Hydrangea macrophylla planted outdoors in the right place can be very happy-go-lucky, and can grow to six feet tall and almost as wide. They bloom pink in Orange County due to the alkalinity of the soil and water. Most are deciduous and drop almost all their leaves in winter. They aren't well adapted to Southern California because they need lots of water (50-60" a year) which is a lot when you consider that we get 13" of rain a year here.
Hydrangeas relish really rich soil, gentle morning sun, and protection from strong sun. If not planted in the right spot, they can be problem prone so here is a link to our pest management web page.
Avoid sunburn by providing shade and proper cultural care, especially adequate irrigation. Appropriate irrigation before discolored leaf tissue is killed can usually restore the green color to sunburned foliage.
Cut off dead flowers after bloom, just above the new sets of leaves.
If you are trying to grow hydrangeas indoors, try a well lit window facing east.

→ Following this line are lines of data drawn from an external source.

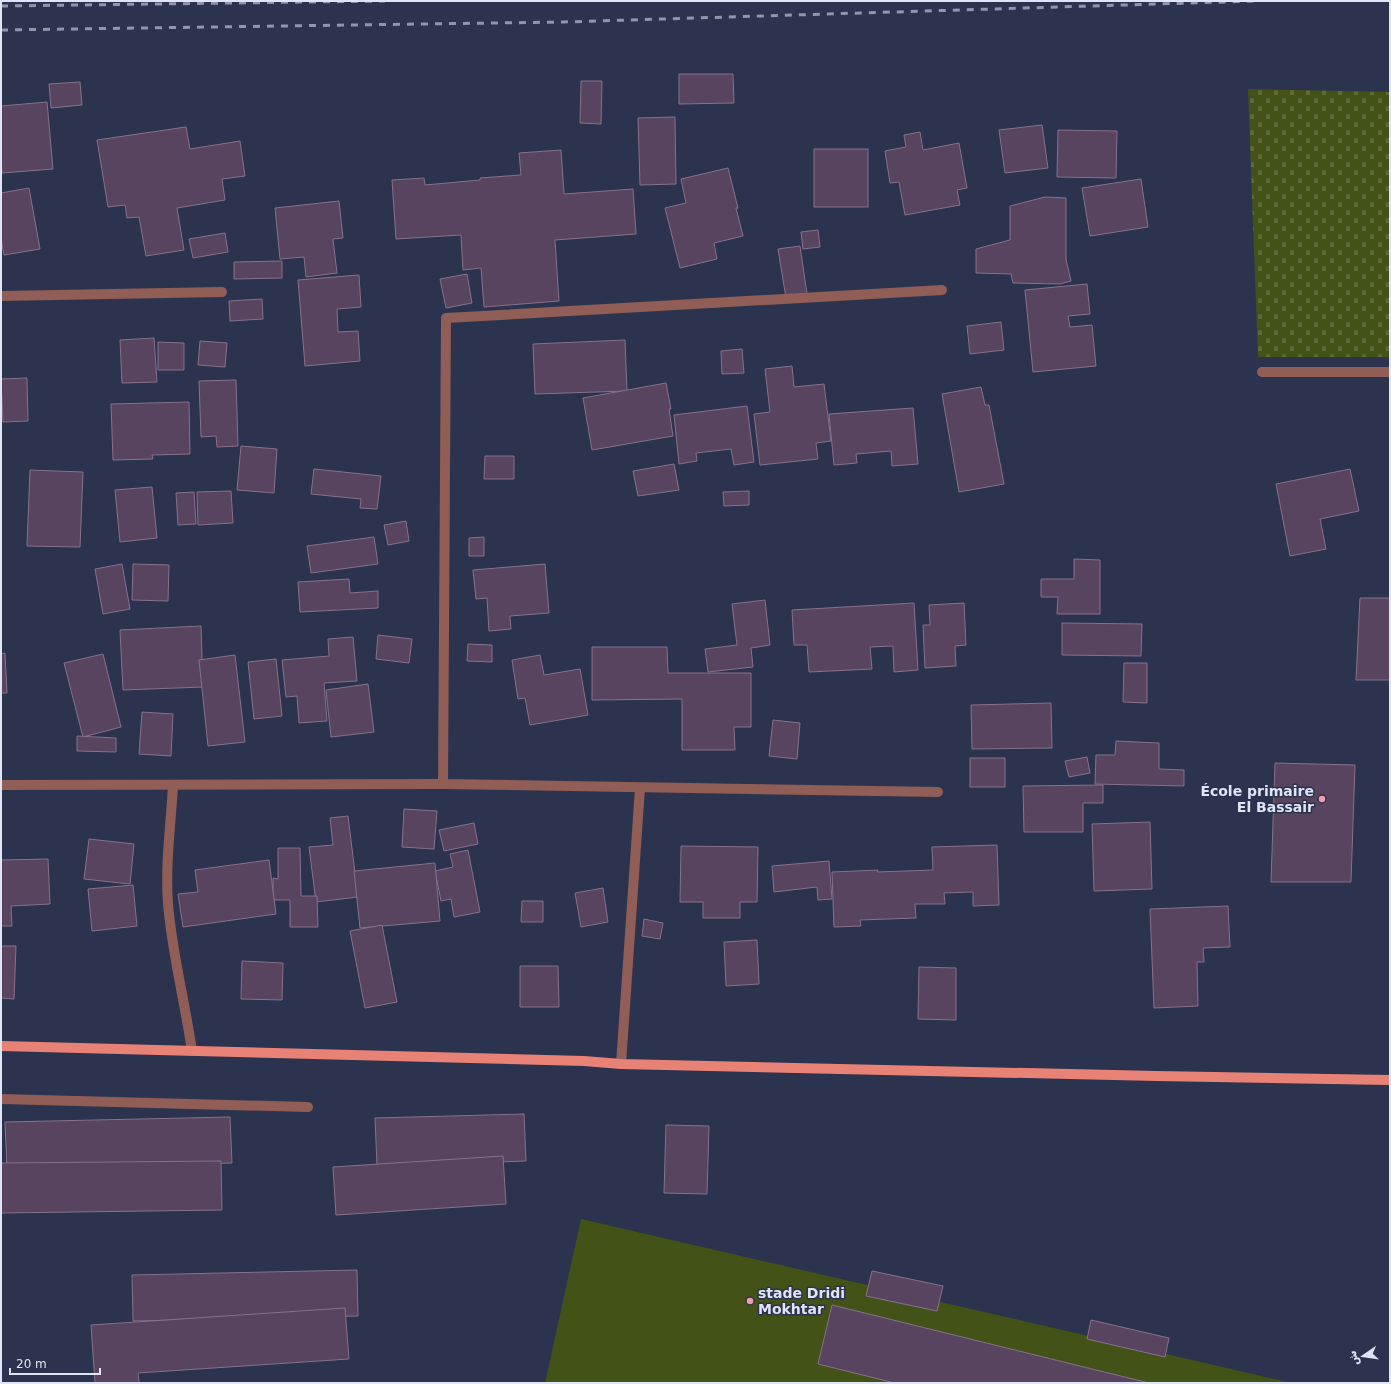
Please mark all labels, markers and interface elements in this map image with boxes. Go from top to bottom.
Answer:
place label: École primaire El Bassair [1200,783,1314,815]
marker: École primaire El Bassair [1317,794,1327,804]
place label: stade Dridi Mokhtar [758,1285,845,1317]
marker: stade Dridi Mokhtar [745,1296,755,1306]
north arrow [1343,1336,1383,1376]
text: ش [1346,1349,1362,1367]
scale bar [10,1350,100,1376]
text: 20 m [16,1357,47,1371]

The amount of fertilizer used per plant will vary with the size of the plant. It is much, much better to err on the side of too little fertilizer than too much. A very small plant will take about 1/4 cup. A very large shrub will take 1 - 2 cups spread around the drip line of the branches (not next to the trunk).
Don't fertilize a plant that looks sick or wilted. If a plant is struggling due to a disease or root problems, the fertilizer will only add stress to it. Try to cure the illness before adding fertilizer.